Redlands celebrates completion of Arrow passenger rail line – San Bernardino Sun


Train aficionados, transportation officials and elected leaders gathered Friday, Oct. 21, to celebrate the return of passenger rail service to Redlands.

“Anyone who knows Redlands, knows history is everything in this town,” said Evan Sanford, executive director of the Redlands Chamber of Commerce, after recapping the city’s early ties to the Santa Fe Railway.

Passenger service on that original rail line ended in the late 1930s, more than a lifetime ago for nearly all those gathered Friday outside the historic Santa Fe train depot, which has stood for generations as a reminder of the city’s connection to rail.

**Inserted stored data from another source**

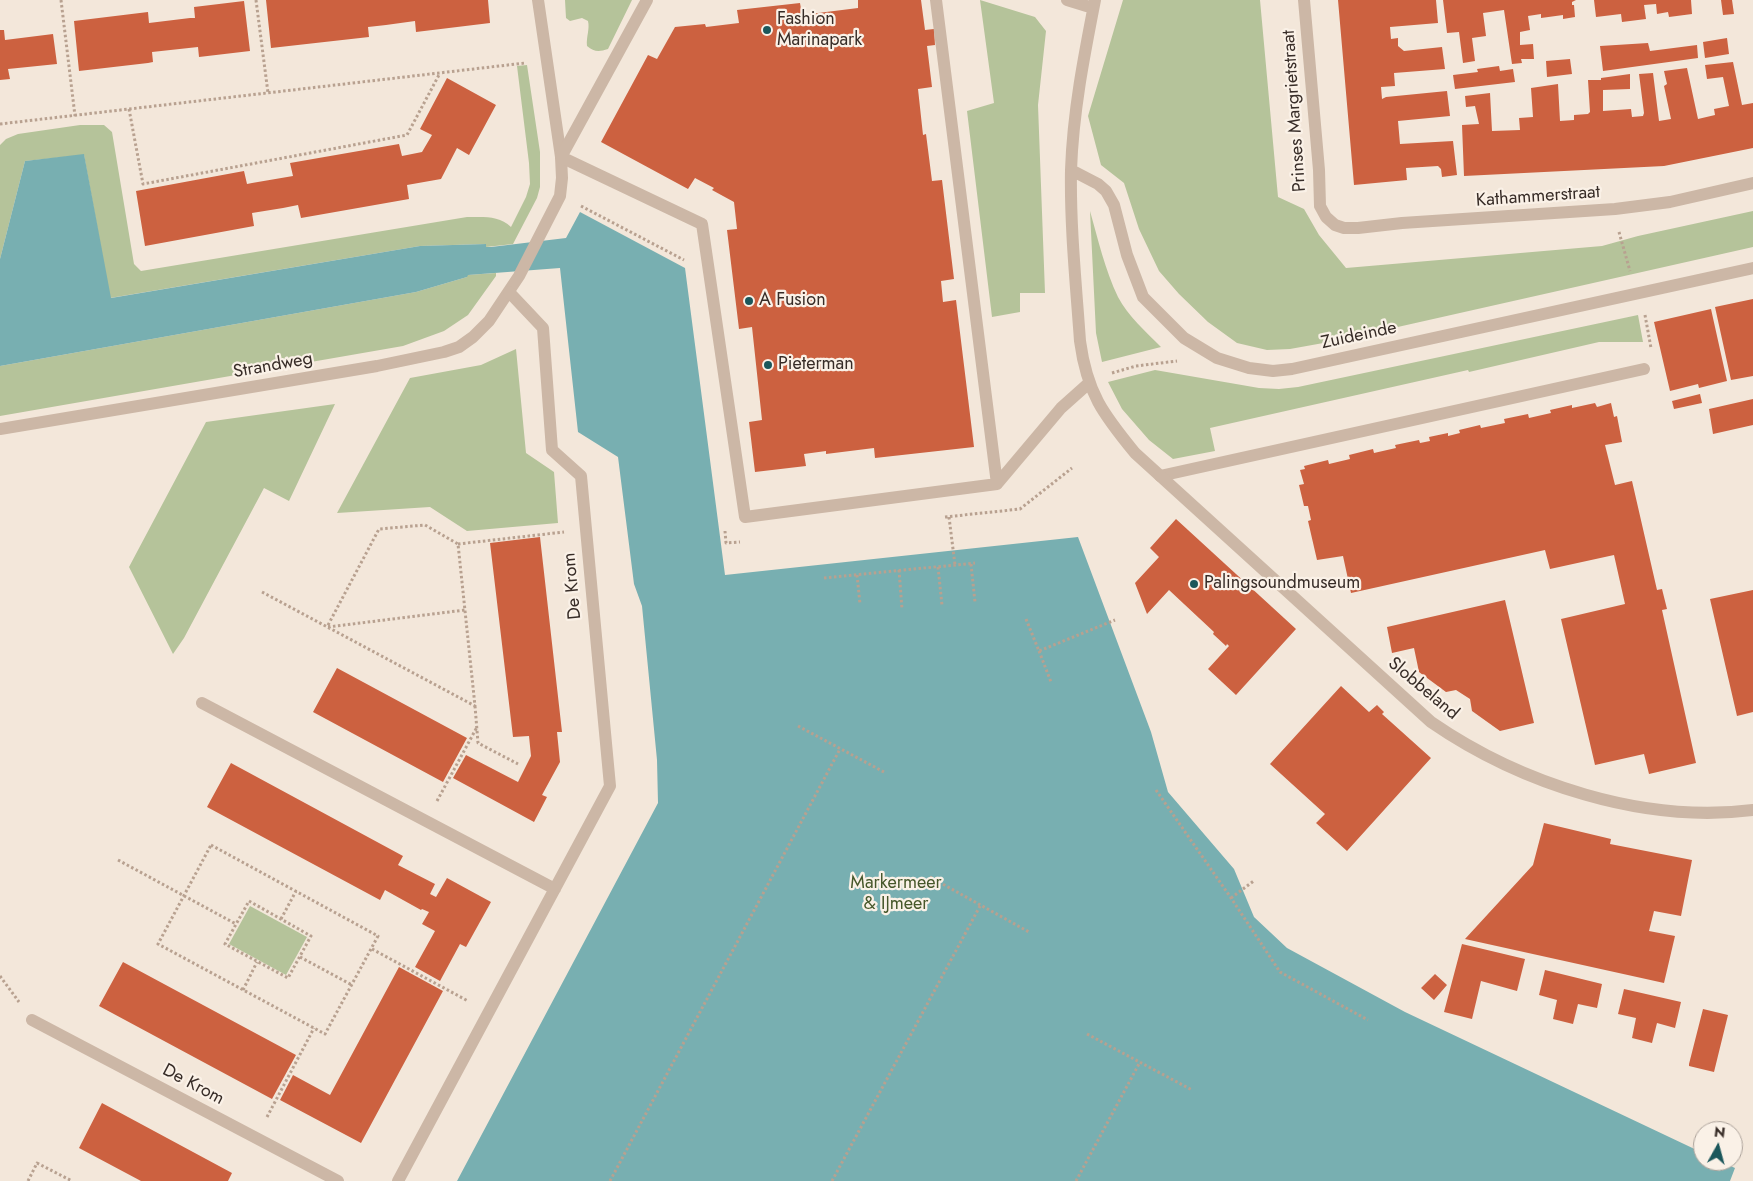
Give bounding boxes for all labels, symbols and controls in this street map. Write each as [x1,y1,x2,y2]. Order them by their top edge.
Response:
place label: Fashion Marinapark [777,9,862,52]
marker: Fashion Marinapark [761,24,773,36]
street label: Prinses Margrietstraat [1279,29,1311,193]
street label: Kathammerstraat [1475,182,1601,212]
place label: A Fusion [759,290,826,312]
marker: A Fusion [743,295,755,307]
street label: Zuideinde [1319,317,1399,355]
street label: Strandweg [232,348,314,384]
place label: Pieterman [778,354,854,376]
marker: Pieterman [762,359,774,371]
street label: De Krom [559,552,587,620]
place label: Palingsoundmuseum [1204,573,1360,595]
marker: Palingsoundmuseum [1188,578,1200,590]
street label: Slobbeland [1383,653,1463,725]
park label: Markermeer & IJmeer [850,873,942,916]
street label: De Krom [158,1060,228,1110]
north arrow [1693,1121,1743,1171]
text: N [1713,1122,1726,1143]

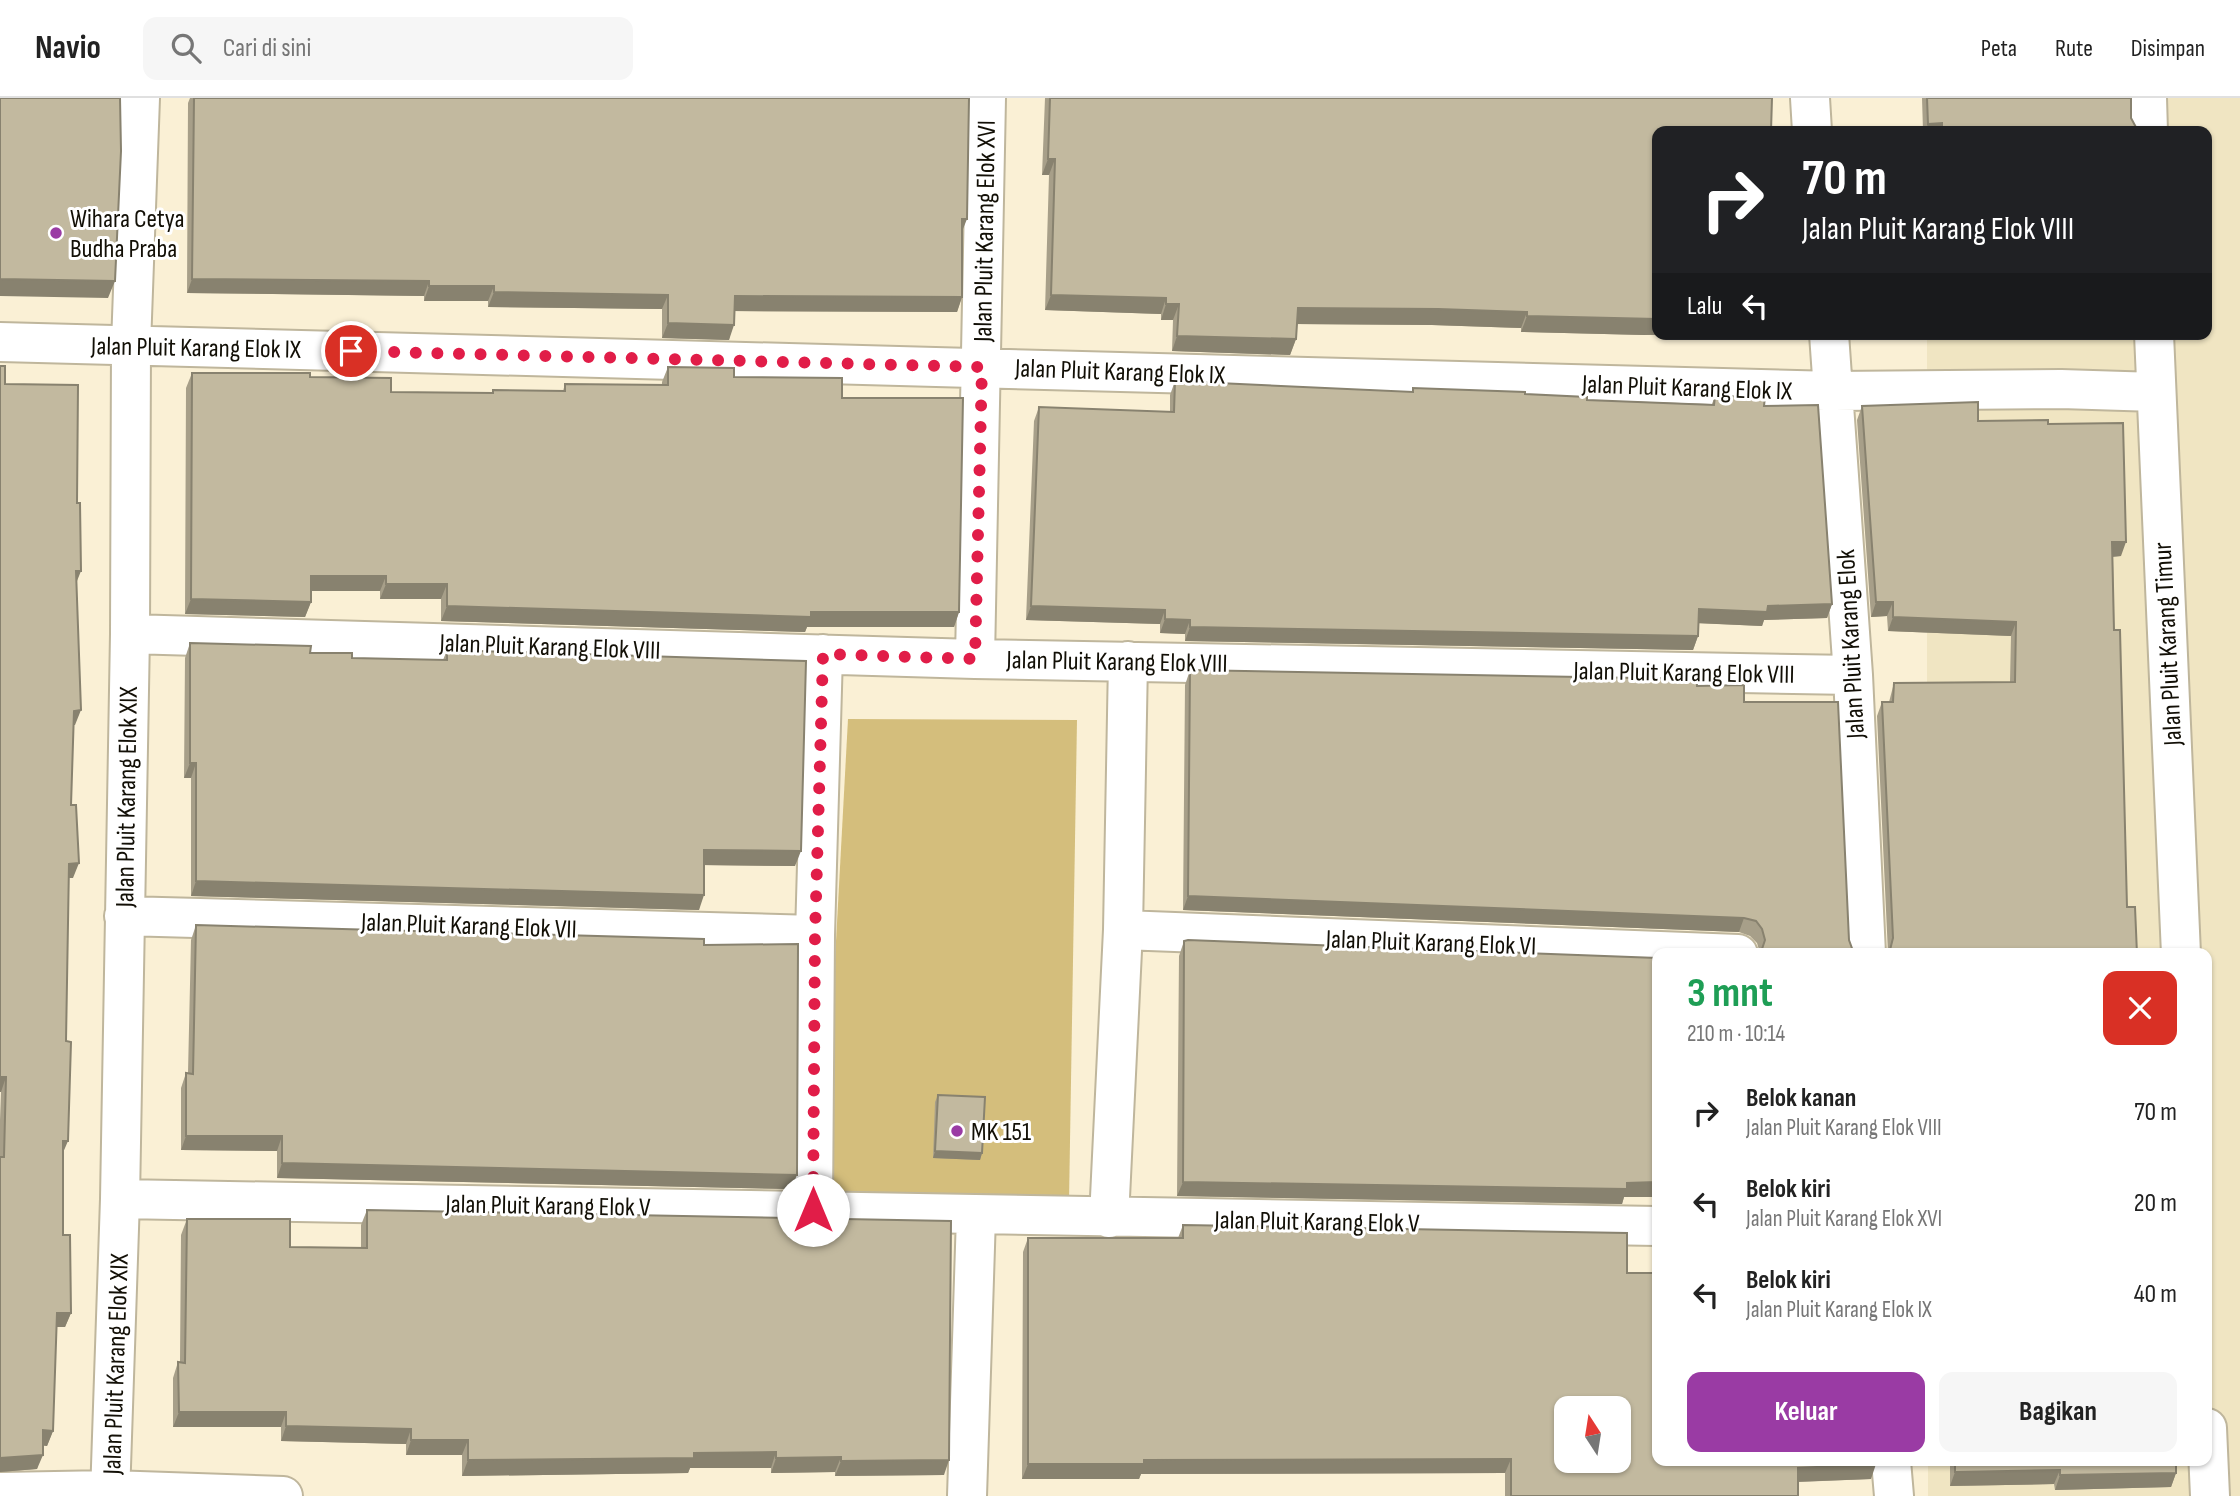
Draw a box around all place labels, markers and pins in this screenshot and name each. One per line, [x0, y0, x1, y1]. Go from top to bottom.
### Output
place label: Wihara Cetya Budha Praba [70, 204, 184, 265]
marker: Wihara Cetya Budha Praba [48, 225, 64, 241]
pin [321, 321, 381, 381]
place label: MK 151 [971, 1117, 1031, 1148]
marker: MK 151 [949, 1123, 965, 1139]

On Monday, that connection returns when Arrow service begins, carrying passengers along a 9-mile track between San Bernardino and Redlands.

“I’m very, very proud that Redlands has the rail and I can’t wait to ride it,” said Mayor Paul Barich, one of a handful of officials who spoke to the crowd of several hundred people at Friday’s ribbon-cutting ceremony. Barich and others — Rep. Pete Aguilar, Highland Mayor Larry McCallon, San Bernardino Mayor John Valdivia and Chad Edison, California’s chief deputy secretary of transit and rail — thanked leaders past and present for their decade-long commitment to returning rail to Redlands.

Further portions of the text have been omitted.